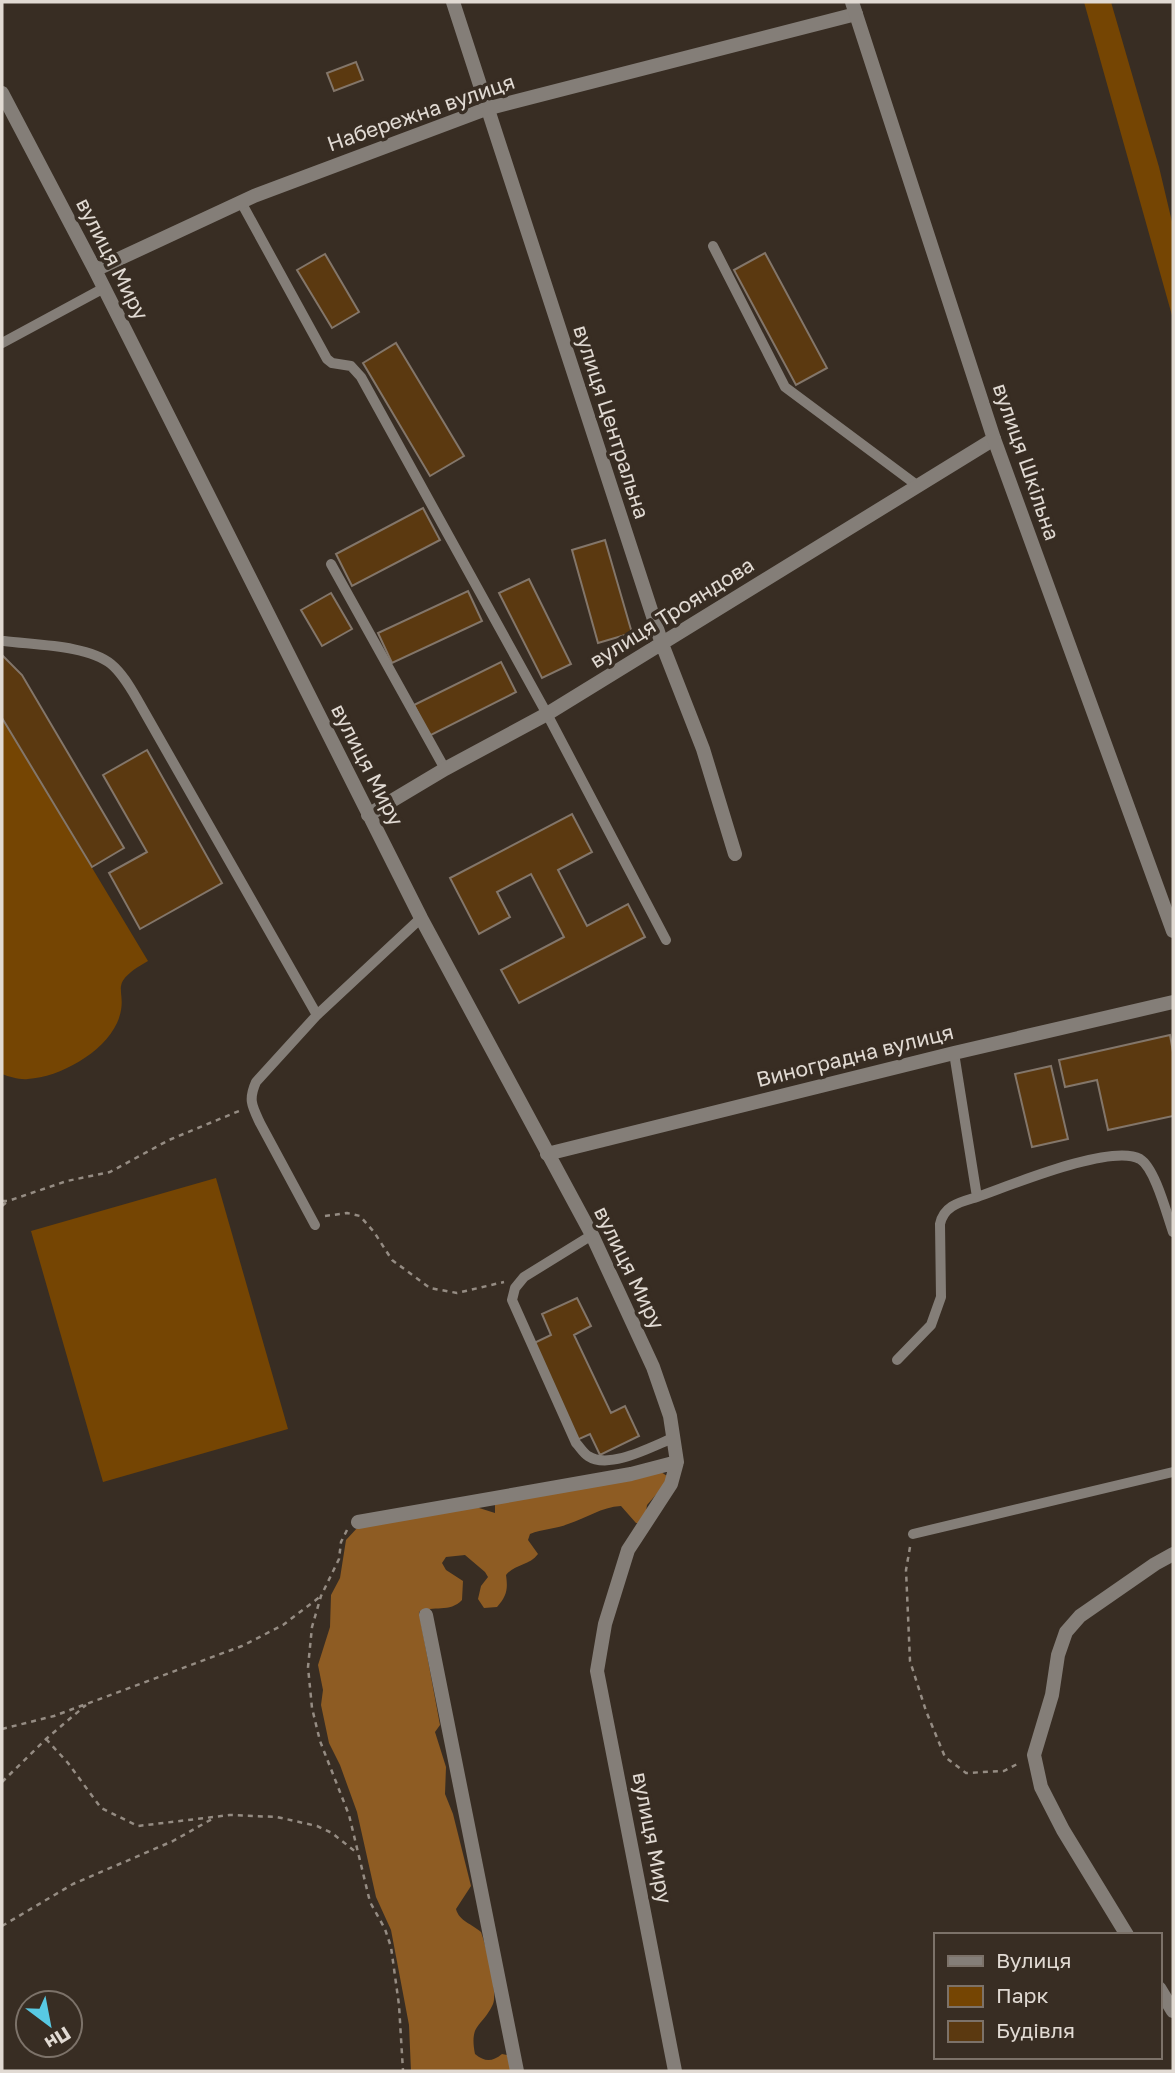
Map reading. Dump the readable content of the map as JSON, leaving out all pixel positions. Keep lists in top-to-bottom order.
{
  "streets": {
    "street": [
      "Набережна вулиця",
      "вулиця Миру",
      "вулиця Центральна",
      "вулиця Шкільна",
      "вулиця Трояндова",
      "Виноградна вулиця"
    ]
  },
  "crossings": [
    ["Набережна вулиця", "вулиця Миру"],
    ["Набережна вулиця", "вулиця Центральна"],
    ["Набережна вулиця", "вулиця Шкільна"],
    ["вулиця Миру", "вулиця Трояндова"],
    ["вулиця Миру", "Виноградна вулиця"],
    ["вулиця Центральна", "вулиця Трояндова"],
    ["вулиця Шкільна", "вулиця Трояндова"]
  ],
  "legend": ["Вулиця", "Парк", "Будівля"],
  "north": "bottom right"
}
━━━━━━
### ACTIVITY
Your copy of the records must match them exactly, except that no pictures appear in it.

### WRITTEN ANSWER
Map reading. Dump the readable content of the map as JSON, leaving out all pixel positions. Keep lists in top-to-bottom order.
{
  "streets": {
    "street": [
      "Набережна вулиця",
      "вулиця Миру",
      "вулиця Центральна",
      "вулиця Шкільна",
      "вулиця Трояндова",
      "Виноградна вулиця"
    ]
  },
  "crossings": [
    ["Набережна вулиця", "вулиця Миру"],
    ["Набережна вулиця", "вулиця Центральна"],
    ["Набережна вулиця", "вулиця Шкільна"],
    ["вулиця Миру", "вулиця Трояндова"],
    ["вулиця Миру", "Виноградна вулиця"],
    ["вулиця Центральна", "вулиця Трояндова"],
    ["вулиця Шкільна", "вулиця Трояндова"]
  ],
  "legend": ["Вулиця", "Парк", "Будівля"],
  "north": "bottom right"
}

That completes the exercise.